We’re not really much into monetizing it yet, though there is some advertising. Mostly we’re building the communities, working on a few new applications. We are currently working on releasing Playerline Pro which will include a pay subscription and have no advertising, push notifications for followed players, and additional content.
Originally, I’m from Lithuania. I got admitted to a law school in one of the oldest universities in Northern Europe, but realized that my passion laid in programming and IT in general. That led to a dramatic change in my life which was switching to studying management information systems and supporting myself by selling and running bespoke web projects. Along the way, I self-taught myself programming, which made me better at managing IT projects.
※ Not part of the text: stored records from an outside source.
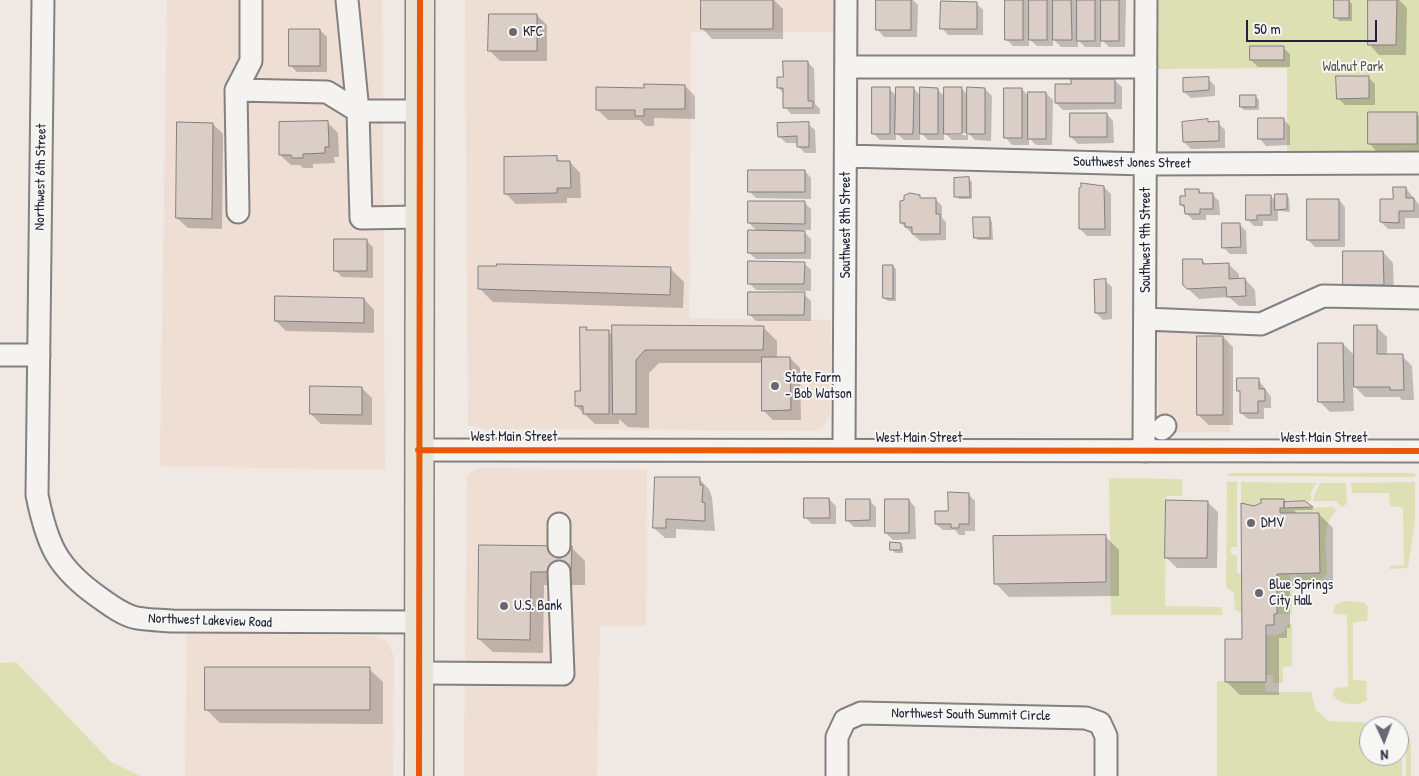 <!DOCTYPE html>
<style>
body{margin:0}
#map{position:relative;width:1419px;height:776px;overflow:hidden;background:#f0e8e2;font-family:"Patrick Hand",sans-serif}
canvas{display:block}
.north{position:absolute;left:1359px;top:716px;width:50px;height:50px;box-sizing:border-box;background:#f6f6f2;border:1px solid #a1a1a9;border-radius:50%;rotate:178deg;font-size:14px;font-weight:700;line-height:20px;text-align:center;color:#22223b}
.north::after{content:'';display:block;margin:auto;width:18px;height:22px;background:#6a6775;clip-path:polygon(50% 0,100% 100%,50% 72%,0 100%)}
.scale{position:absolute;left:1246px;top:20px;width:131px;height:22px;box-sizing:border-box;border:2px solid #22223b;border-top:0;padding-left:6px;font-size:15px;line-height:18px;white-space:nowrap;color:#22223b;-webkit-text-stroke:4px #f6f6f2;paint-order:stroke}
</style>
<div id="map">
<canvas width="1419" height="776"></canvas>
<div class="north">N</div>
<div class="scale">50 m</div>
</div>
<script>
const ctx = document.querySelector('canvas').getContext('2d');
ctx.lineJoin = 'round';
function fillPath(path, color) { ctx.fillStyle = color; ctx.fill(path, 'evenodd'); }
function stroke(path, color, width, dash) { ctx.strokeStyle = color; ctx.lineWidth = width; ctx.lineCap = dash ? 'butt' : 'round'; ctx.setLineDash(dash || []); ctx.stroke(path); }
function label(font, color, halo, rows, align = 'center') {
  ctx.font = font + ' "Patrick Hand",sans-serif'; ctx.lineWidth = 4; ctx.setLineDash([]); ctx.textBaseline = 'middle'; ctx.strokeStyle = halo; ctx.fillStyle = color; for (const [text, x, y, turn = 0] of rows) {
    ctx.save(); ctx.translate(x, y); ctx.rotate((+turn || 0) * Math.PI / 180); ctx.textAlign = isNaN(turn) ? turn : align; if (halo) ctx.strokeText(text, 0, 0); ctx.fillText(text, 0, 0); ctx.restore();
  }
}
fillPath(new Path2D(`
 M167,0h215l3,470 -225,-4z
 M465,0h370v32h-144l-2,286 142,2 -1,92 -6,15 -8,4 -285,-2h-47l-16,-4z
 M1158,315l70,2 2,115h-58l-14,-11z
 M481,468l166,2 -1,156h-46l-3,150h-133l3,-300 9,-7z
 M187,631l187,5 12,4 8,16 -1,120h-208z`), '#efded3');
fillPath(new Path2D(`
 M1153,0h266v163l-132,-5v-90l-131,1z
 M1230,473h182l5,1 -3,3 -187,-1z
 M1109,478l73,1v17h-15l-1,5 -1,105 57,1v8h-111z
 M1227,482h10v65h-6v7l6,1v18l4,1v39l-6,-3 -1,-17 -8,-6z
 M1241,482l76,1 -6,9v9l-50,-2 -2,5 -11,2 -7,-3z
 M1415,482v40l-7,46 -19,1 1,-3 14,-1 -1,-57 -13,-2 -1,-13h-37l-1,-10z
 M1320,483h26l1,21 -6,3 -5,-6h-23l2,-8z
 M1333,507l3,4c-16,14 -9,44 -9,63l-15,14 -15,1 -4,-10 4,-1v-5h23l-1,-60h-39v-5z
 M1289,573l3,15v26h-15v-40z
 M1343,601l21,1 4,5 -1,14 -14,1v58l13,1 1,19c-8,7 -30,5 -34,-6l2,-6 13,-1 -1,-72 -14,-2 2,-8z
 M1288,624h4v42l-9,1v16h-10v-8h-8v-40c11,1 20,0 23,-11z
 M16,662l95,100 29,14h-140v-113z
 M1217,681l48,1v10h46l5,18 13,11 68,3 4,2 1,50h-185zM1369,726h30v30h-30z
 M1406,729l5,12v35h-5z`), '#dde0b3');
fillPath(new Path2D(`
 M702,0h72l9,9v30h-71l-10,-11z
 M878,0h35l5,5 -1,32h-33l-6,-7z
 M1006,0h120l-1,47h-16l-8,-8v8h-16l-7,-7v7h-17l-8,-8v7h-16l-8,-7v7h-16l-7,-7z
 M1370,0h29l8,8 -1,47h-27l-10,-11z
 M1349,1l3,3v17h-13l-3,-4z
 M976,3l7,7v25h-35l-6,-7z
 M537,15l10,10v36h-47l-10,-10z
 M320,30l7,7v35h-30l-7,-7z
 M1283,48l7,6v13h-32l-7,-7z
 M808,62l6,7 1,35 5,5v5h-29l-6,-7 -1,-13 -6,-7 6,-9z
 M1368,77l7,7v21h-30l-7,-7z
 M1208,79l7,7v10l-24,2 -7,-6z
 M1115,81l7,6v22l-59,1 -7,-7z
 M685,86l10,10v23l-41,-1v8h-8l-6,-6h-32l-11,-11 48,-20z
 M913,88l8,8 16,-7 8,8 17,-8 6,6 17,-6 7,7 -1,45 -16,-1 -7,-7v7h-16l-8,-8v8h-16l-8,-8v8h-16l-8,-7v7h-16l-7,-7 16,-44 8,7zM950,133h18v2h-18z
 M1022,89l7,8 17,-4 7,7 -1,45h-16l-7,-7v7h-17l-6,-7z
 M1256,97l3,3v10h-15l-3,-3z
 M1416,113l3,3v38h-40l-10,-11z
 M1107,114l6,7 1,22 -36,1 -7,-7z
 M1283,119l7,7v19l-24,1 -6,-7z
 M1207,121l3,2h8l7,7v18l-34,1 -7,-7z
 M328,123l10,10 1,24h-5l1,6 -22,1v4h-10l-3,-3h-9l-11,-10z
 M213,124l10,10 -1,95 -34,-1 -11,-10z
 M808,124l7,6 1,23h-11l-7,-7v-3h-12l-7,-7z
 M556,157l5,5h9l10,11 1,25h-14v5l-51,1 -10,-10z
 M805,171l6,7v21l-55,-1 -6,-6z
 M969,179l3,3v17h-13l-3,-3z
 M1104,187l7,7v42h-24l-7,-7z
 M1406,188l13,17v13h-14v11h-17l-7,-7 13,-22z
 M1199,190l4,5h10l6,6 1,14h-14v5h-13l-7,-7v-4l-5,-4 5,-7z
 M1286,195l3,3 1,14 -12,-1v10h-15v5h-9l-6,-6 23,-24 5,5z
 M919,196l4,4 12,-1 7,7v12l4,4v18l-26,1 -19,-18 4,-21z
 M1339,200l6,7v40h-30l-7,-7z
 M804,202l7,7v21h-9l9,9v20h-55l-7,-6 9,-21 -9,-9z
 M989,218l3,4 1,18h-15l-3,-3z
 M1240,225l6,6 1,23h-17l-7,-7z
 M366,240l7,7v31l-31,-1 -7,-7z
 M1383,252l10,11 1,32h-39l-11,-10z
 M1202,260l5,5 21,-1 11,10v6l6,-1 10,11 1,16h-17l-10,-9 -30,2 -15,-14z
 M804,263l7,7v21l-55,-1 -7,-7z
 M893,266l3,3v32h-8l-4,-3z
 M670,268l14,14 -1,26 -190,-6 -14,-14z
 M1105,281l7,6v32l-9,1 -7,-7z
 M804,294l7,7v20h-55l-7,-7z
 M364,299l10,11v23l-88,-2 -10,-10z
 M1376,326l11,11v19h15l10,10 2,34h-12l-3,-3h-34l-12,-12 1,26 -24,1 -11,-11 24,-57 12,12z
 M763,327l14,14v17h13l10,10 1,52h-28l-10,-10v-47h-104l-10,10v55l-21,-1 -9,-8v5h-24l-19,-18 5,-14 5,-64 3,3h19l5,5z
 M1223,337l10,10v78h-24l-11,-10z
 M1258,379l13,18v11h-7v11h-16l-7,-6v-20l-3,-3z
 M362,388l10,10v27l-51,-1 -10,-10z
 M699,479l10,10 3,8 3,34 -39,-2v9h-11l-11,-10z
 M968,494l7,7v30h-10v4h-6l-4,-5h-12l-7,-6z
 M829,499l7,7v18h-24l-6,-6z
 M869,500l7,7v20h-22l-7,-7z
 M909,500l6,7 1,32 -23,1 -7,-7z
 M1284,500l2,3h19l9,7h-20l4,4h21l14,14v58l-43,1v41h-3v10h-8v57h-39l-13,-13 16,-42 11,-133z
 M1207,502l11,10 -1,56h-40l-11,-11z
 M1105,536l14,14v46l-110,1 -14,-14z
 M900,544l3,3v6h-8l-3,-3z
 M480,546l91,1 14,14v24h-41l-1,68 -50,-1 -14,-13z
 M369,669l14,13v42l-163,-1 -14,-14z`), '#0003');
const building = new Path2D(`
 M701,0h72v29h-72z
 M876,0h35v30h-35z
 M1005,0h18v40h-18z
 M1029,0h18v40h-18z
 M1053,0h18l1,40h-19z
 M1077,0h18v41h-18z
 M1101,0h18v41h-18z
 M1334,0h15v18h-15z
 M1368,0h29l-1,45h-28z
 M941,1l36,1v27h-37z
 M489,14h48v37h-49z
 M289,29h31v37h-31z
 M1250,46h34v14h-34z
 M783,61h25v40h5v7h-30v-20h-6v-11h6z
 M1336,76h33v22l-32,1z
 M1209,77v13l-26,2v-14z
 M1071,79h44v24h-60v-19h16z
 M644,84l41,1v24h-41v7h-9v-6h-39v-23l48,1z
 M872,87h18v47h-18z
 M896,87h18l-1,47h-18z
 M920,87l18,1v46h-18z
 M944,87h18v47h-18z
 M967,87l18,1v46h-18z
 M1004,88h18v50h-18z
 M1028,92h18v47h-18z
 M1240,95h16v12h-16z
 M1368,112h49v32h-49z
 M1070,113h37v24h-37z
 M1258,118h26v21h-26z
 M1208,119v3l11,-1v20l-36,1 -1,-20z
 M328,121l1,26h-4v6l-22,1v4h-11l-1,-3h-12v-33z
 M177,122l36,1 -1,96 -36,-1z
 M809,122v25h-12v-11l-19,1 -1,-14z
 M557,156v5h13l1,27h-14v5l-53,1v-37z
 M748,170h57v22h-57z
 M969,177l1,20h-16v-19z
 M1081,183l23,3 1,43h-26v-41l2,-1z
 M1393,187h13v11h8v13h-15v12l-19,-1v-23h13z
 M1185,189h14v4h14v16h-13v5h-15l-1,-9h-4v-9h5z
 M910,193l10,2v3h16v16h4v20h-28v-7h-7v-4h-5v-22l4,-1v-4z
 M1275,194h12v15l-12,1z
 M1246,195h25v20h-14v5h-11z
 M1307,199h32v41h-32z
 M748,201h57v23l-57,-1z
 M973,217h17v21h-16z
 M1222,223h18l1,24 -19,1z
 M748,230l57,1v22h-57z
 M334,239h33v32h-33z
 M1343,251h40l1,34h-41z
 M1183,259h19l1,5 26,-1v16l16,-1 1,18 -19,1 -1,-10 -39,2 -4,-4z
 M748,261l57,1 -1,22h-56z
 M497,264l174,3 -1,28 -192,-6v-23h18z
 M883,265h10v34l-10,-1z
 M1106,279v34h-11l-1,-33z
 M748,292h57l-1,23h-56z
 M275,296l89,2v25l-89,-2z
 M612,325l152,1 -1,24h-118l-9,10v54h-23z
 M1354,325h23v29h26l1,36h-14v-3h-36z
 M580,327h7l-1,3h23v84h-26v-8h-8v-15h5z
 M1197,336h26v79h-26z
 M1318,343h25l1,59h-26z
 M762,357h28l1,53 -29,1z
 M1237,378h22v11h6v12h-7v12h-18v-22h-3z
 M310,386l52,1v28l-52,-1z
 M655,477h45v8h3l-1,17 3,1v18l-39,-2v9h-13z
 M948,492l21,1v31h-10v4h-8v-4h-16v-13h13z
 M804,498h25l1,20h-26z
 M846,499h24v21l-24,1z
 M885,499h24v34h-24z
 M1261,499h23v9h-4v5h39l1,60 -43,1v40h-3v11h-8v57h-41v-43h17l-1,-136 13,3 7,-3z
 M1166,500l42,1 -1,57h-42z
 M1305,501l8,6 -29,1v-6z
 M1106,535v47l-112,2 -1,-48z
 M890,542l11,1v7h-11z
 M479,545l93,1 -1,26h-40l-1,68 -52,-1z
 M205,667h165v43h-165z`);
fillPath(building, '#dacec7');
stroke(building, '#838082', 1);
const minor = new Path2D(`
 M43,0l-6,495c10,50 20,73 63,103 11,8 25,18 37,20 12,2 23,2 35,3l249,1
 M347,0l11,111
 M846,67h300
 M236,90l15,-29v-61
 M846,156l300,8 273,-1
 M238,212l-2,-122 91,2 31,19
 M419,217l-58,1 -3,-107h62
 M1145,319l116,5 62,-28 96,2
 M0,355h39
 M1162,429l3,-3
 M418,450l1001,1
 M844,450l2,-450
 M1144,451l2,-451
 M559,524v22
 M421,673l142,1 -4,-102
 M837,776v-39l8,-17 16,-7 225,5 14,5 6,13v40`);
const major = new Path2D(`
 M419,776l1,-776`);
stroke(minor, '#838082', 25);
stroke(major, '#838082', 31);
stroke(minor, '#f4f3f0', 21);
stroke(major, '#e8e4d7', 28);
stroke(new Path2D(`
 M418,450l1001,1
 M419,776l1,-776`), '#e8590c', 6);
for (const [x, y, r, color] of [
 [513,32,5,"#6a6775"],
 [775,386,5,"#6a6775"],
 [1251,523,5,"#6a6775"],
 [1259,593,5,"#6a6775"],
 [504,606,5,"#6a6775"]
]) { const dot = new Path2D(); dot.arc(x, y, r, 0, 2 * Math.PI); ctx.fillStyle = color; ctx.fill(dot); stroke(dot, '#f6f6f2', 2); }
label('14px', '#22223b', '#f6f6f2', [
 ["KFC",523,32],
 ["State Farm",785,378],
 ["- Bob Watson",785,394],
 ["DMV",1261,523],
 ["Blue Springs",1269,585],
 ["City Hall",1269,601],
 ["U.S. Bank",514,606]
], 'left');
label('14px', '#565953', '#f6f6f2', [
 ["Walnut Park",1353,67]
]);
label('14px', '#22223b', '#f6f6f2', [
 ["Southwest Jones Street",1132,163,1],
 ["Northwest 6th Street",41,177,-89],
 ["Southwest 8th Street",846,225,-90],
 ["Southwest 9th Street",1146,240,-90],
 ["West Main Street",514,437],
 ["West Main Street",919,438],
 ["West Main Street",1324,438],
 ["Northwest Lakeview Road",210,621,2],
 ["Northwest South Summit Circle",971,715,1]
]);
</script>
Second dramatic change was leaving Europe and moving to southern california in 2006, driven mainly by the desire to live in America’s finest city. I met Shawn shortly after I arrived when I heard he was looking for a developer. My background in project management was a plus, because as a developer I was aware of what needed to be done — I could think about how to interact, focus much more on testing, user feedback, making sure it’s working as it should. Even though I didn’t start as a developer at the beginning of my career, I’m glad I have that background for my experience, and would recommend a diversity of education and experience for anybody.
Currently, I live in Lakeside, with my wife and two young daughters. My in-laws live down the street, which is a great help. Family is very important.
I will say — managing two companies is not easy. One thing that makes it kind of unusual and sometimes challenging is that we have a distributed team. Our headquarters is in San Diego, but not many of our employees are in the office. Our back-end developers are in Seattle, we’ve got our Android guy in Thailand, and so on. It can be a bit of a challenge to keep everyone feeling they are part of the team. We use Skype, Slack and Pingboard to keep everybody in the loop.
Despite the timezone weirdness and human logistical complexities, in general I feel our system works well. It’s good to have people working when we’re not around, and vice versa. The one thing we do require, however, is that everybody have great English skills. We’ve learned that problems with communicating ideas coherently amongst ourselves will end badly.
Since we are running two companies, our Agile Sprints start on different days of the week, so you’re not requiring both at the same time from our talent. If you’re a CTO trying to run two separate companies, I couldn’t recommend that more highly, LOL.
For the most part we keep our team separate, Me, Shawn and our marketing guy Rob are the only ones involved in both companies.
So that’s what I’m up to. I welcome your outreach if you have any questions, or if you’d just like to say hello. I’m a big supporter of what 7CTOs is doing to broaden our human experience as well as our technology know-how.